The extent of the lack of awareness of how to go about planning your retirement income was brought home to me when I heard from a colleague at the Pensions Advisory Service that they regularly get calls from retirees asking them if they were the body responsible for providing a pension income.
This presents an interesting challenge when one starts thinking how to innovate retirement propositions in this new world. On the one hand there could (and we hope there will) be unconstrained flexibility.
Yet, at the same time, we must make sure innovation is anchored by thinking about consumer outcomes. What do consumers really want and need post-April 2015? and how do we ensure they understand the pros and cons of alternatives to simply setting up a guaranteed income which will definitely continue to pay you for the rest of your life?

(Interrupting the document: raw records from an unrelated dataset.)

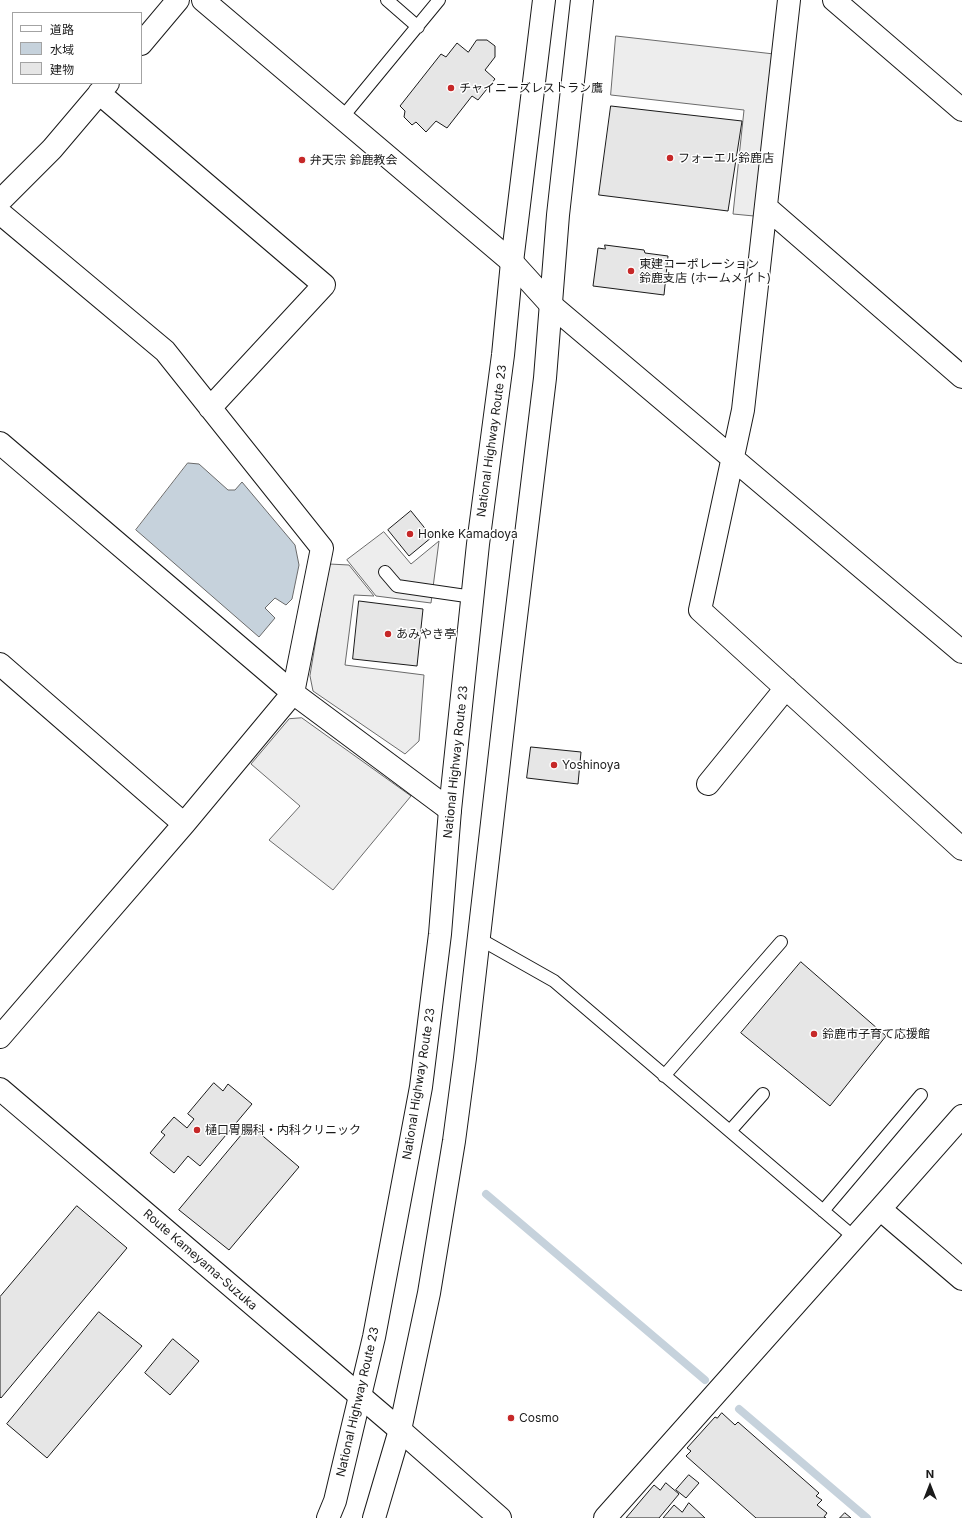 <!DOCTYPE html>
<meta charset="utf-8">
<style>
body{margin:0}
#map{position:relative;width:962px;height:1518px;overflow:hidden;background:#fff;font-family:Inter,"Noto Sans JP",sans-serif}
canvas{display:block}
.legend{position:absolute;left:12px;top:12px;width:130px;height:72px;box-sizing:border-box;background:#fff;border:1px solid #a3a3a3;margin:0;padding:5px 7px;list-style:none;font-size:12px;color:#1a1a1a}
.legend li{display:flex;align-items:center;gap:8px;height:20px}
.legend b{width:20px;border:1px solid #a3a3a3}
.north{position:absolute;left:910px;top:1466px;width:40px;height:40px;-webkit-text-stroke:3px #fff;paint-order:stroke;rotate:0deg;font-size:11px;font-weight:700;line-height:16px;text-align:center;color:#1a1a1a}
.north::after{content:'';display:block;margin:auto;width:14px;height:18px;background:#1a1a1a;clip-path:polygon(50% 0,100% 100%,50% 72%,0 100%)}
</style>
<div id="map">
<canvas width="962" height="1518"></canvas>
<ul class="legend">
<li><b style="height:5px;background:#fff"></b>道路</li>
<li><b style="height:11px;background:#c6d2dc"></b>水域</li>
<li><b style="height:11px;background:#e6e6e6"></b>建物</li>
</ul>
<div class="north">N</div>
</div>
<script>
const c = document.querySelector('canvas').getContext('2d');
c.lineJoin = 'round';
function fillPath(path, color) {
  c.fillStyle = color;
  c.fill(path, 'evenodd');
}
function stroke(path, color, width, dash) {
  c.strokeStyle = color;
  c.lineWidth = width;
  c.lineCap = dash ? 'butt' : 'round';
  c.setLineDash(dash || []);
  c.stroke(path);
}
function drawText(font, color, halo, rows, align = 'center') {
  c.font = font + ' Inter,"Noto Sans JP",sans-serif';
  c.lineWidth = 3;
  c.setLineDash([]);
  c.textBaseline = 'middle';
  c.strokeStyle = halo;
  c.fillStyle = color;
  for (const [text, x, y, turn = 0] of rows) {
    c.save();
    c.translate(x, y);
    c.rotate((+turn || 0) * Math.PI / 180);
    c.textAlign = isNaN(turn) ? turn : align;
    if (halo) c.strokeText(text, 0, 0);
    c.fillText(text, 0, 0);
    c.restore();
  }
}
const parking = new Path2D(`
 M616,36L774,54L754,216L733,214L744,110L611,95Z
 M384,532L411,564L439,541L431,603L376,596L347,560Z
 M329,564L349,565L374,596L354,595L345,665L424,675L419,741L405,754L313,691L310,676Z
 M302,718L411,796L333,890L269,840L300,806L251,764L289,719Z`);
fillPath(parking, '#ededed');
stroke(parking, '#6a6a6a', 1);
const water = new Path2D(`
 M188,463L199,464L228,490H235L242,482L295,545L299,565L292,599L286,605L275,598L265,608L275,618L259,637L136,530Z`);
fillPath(water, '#c6d2dc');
stroke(water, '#6a6a6a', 1);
stroke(new Path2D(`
 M486,1194L705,1380
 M739,1409L867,1518`), '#c6d2dc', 8);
const building = new Path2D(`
 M477,40H487L495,46V57L485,70L495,79L478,100L472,96L447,128L436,121L426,132L416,122L412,125L404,117L405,111L400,106L441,54L446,57L457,43L468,52Z
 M611,106L742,121L728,211L599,195Z
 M605,245L644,250L645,253L668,256L664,295L593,286L598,248L605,249Z
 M411,511L432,537L409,556L388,530Z
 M359,601L423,609L417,666L353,659Z
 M531,747L581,752L578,784L527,778Z
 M801,962L886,1036L830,1106L741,1033Z
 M214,1083L223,1091L228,1084L252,1104L200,1166L188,1156L174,1173L150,1153L165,1135L161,1132L174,1117L187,1128L194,1119L188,1114Z
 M250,1125L299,1167L229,1250L179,1210Z
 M77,1206L127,1248L1,1398L0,1397V1297Z
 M99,1312L142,1346L47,1458L7,1424Z
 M173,1339L199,1361L170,1395L145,1373Z
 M722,1413L735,1425L738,1422L819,1493L816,1496L822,1500L817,1505L827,1513L824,1517L826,1518H756L686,1456L691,1451L687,1448L715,1417L717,1418Z
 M689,1475L699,1483L686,1498L676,1490Z
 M666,1483L679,1494L659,1518H626L654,1485L660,1490Z
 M689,1503L705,1518H663L674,1505L682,1512Z
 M845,1513L851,1518H840Z`);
fillPath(building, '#e6e6e6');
stroke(building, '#1a1a1a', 1);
const lane = new Path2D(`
 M387,0L418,27
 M341,119L439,0
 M385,572L397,586L473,597
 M478,938L554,981L855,1238
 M664,1076L781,942
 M730,1131L763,1094
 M823,1211L921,1095`);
const street = new Path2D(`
 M789,0L743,410L700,610L962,849
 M834,0L962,110
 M141,44L178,0
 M99,93L324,285L210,408
 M0,201L52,149L108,83
 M766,207L962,377
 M0,213L165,351L322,548L293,693L184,824L0,1037
 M551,305L962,652
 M0,664L184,824
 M293,693L450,810
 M708,784L786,688
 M880,1209L962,1279
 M605,1518L880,1209L962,1116`);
const secondary = new Path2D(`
 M203,0L512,262L551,305
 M0,443L293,693
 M400,1430L500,1518`);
const primary = new Path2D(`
 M0,1089L400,1430`);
const highway = new Path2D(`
 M328,1518L335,1501L374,1337L421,1087L440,934L450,810L478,544L503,355L512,262L544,0
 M374,1518L400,1430L429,1293L454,1141L465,1058L509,675L545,378L558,215L582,0`);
stroke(lane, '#1a1a1a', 14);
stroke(street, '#1a1a1a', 24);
stroke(secondary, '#1a1a1a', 24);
stroke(primary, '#1a1a1a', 24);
stroke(highway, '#1a1a1a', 24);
stroke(lane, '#fff', 12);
stroke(street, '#fff', 22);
stroke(secondary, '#fff', 22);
stroke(primary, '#fff', 22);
stroke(highway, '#fff', 22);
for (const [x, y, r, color] of [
 [451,88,4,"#c62828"],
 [670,158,4,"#c62828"],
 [302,160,4,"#c62828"],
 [631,271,4,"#c62828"],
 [410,534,4,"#c62828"],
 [388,634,4,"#c62828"],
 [554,765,4,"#c62828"],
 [814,1034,4,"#c62828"],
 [197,1130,4,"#c62828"],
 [511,1418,4,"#c62828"]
]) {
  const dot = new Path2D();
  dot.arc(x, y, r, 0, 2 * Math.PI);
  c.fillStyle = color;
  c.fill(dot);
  stroke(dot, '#fff', 1.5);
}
drawText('12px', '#1a1a1a', '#fff', [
 ["チャイニーズレストラン鷹",459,88],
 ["フォーエル鈴鹿店",678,158],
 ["弁天宗 鈴鹿教会",310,160],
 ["東建コーポレーション",639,264],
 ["鈴鹿支店 (ホームメイト)",639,278],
 ["Honke Kamadoya",418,534],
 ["あみやき亭",396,634],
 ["Yoshinoya",562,765],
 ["鈴鹿市子育て応援館",822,1034],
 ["樋口胃腸科・内科クリニック",205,1130],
 ["Cosmo",519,1418]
], 'left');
drawText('12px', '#1a1a1a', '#fff', [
 ["National Highway Route 23",492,441,-82],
 ["National Highway Route 23",456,762,-84],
 ["National Highway Route 23",419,1084,-81],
 ["Route Kameyama-Suzuka",200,1260,41],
 ["National Highway Route 23",358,1402,-77]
]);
</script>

A small amount of knowledge can be a dangerous thing and we have always encouraged those approaching retirement to seek advice before deciding how to take their retirement income in order to help them to make the most of
However, the retirement income changes that were announced have created a significant opportunity for advisers to readily demonstrate how they add real value to their clients’ retirement plans.
This is especially true for those advisers with clients due to retire ahead of April 2015 as many of the forthcoming legislative changes have not yet been finalised.
Since the Budget we have taken numerous calls from advisers looking for guidance on what recommendations they should be making to their clients in the short, medium and long term.
There is much to consider, namely whether a client due to retire needs to take an income and whether they want to take their tax free cash and a structured income but want to keep their future options open.
In the wake of the Budget, many predicted the death of the annuity, but retirees have not had to annuitise since the abolition of compulsory annuitisation at the age of 75, yet they remain a popular option.
The certainty and guaranteed lifetime income that they offer will prove attractive to many – perhaps even more so than the thought of owning a Lamborghini.
Whether a client selects an annuity, drawdown or a product yet to be developed, what is important is that they are aware that it’s all to play for, and are encouraged to consider all the options now open to them.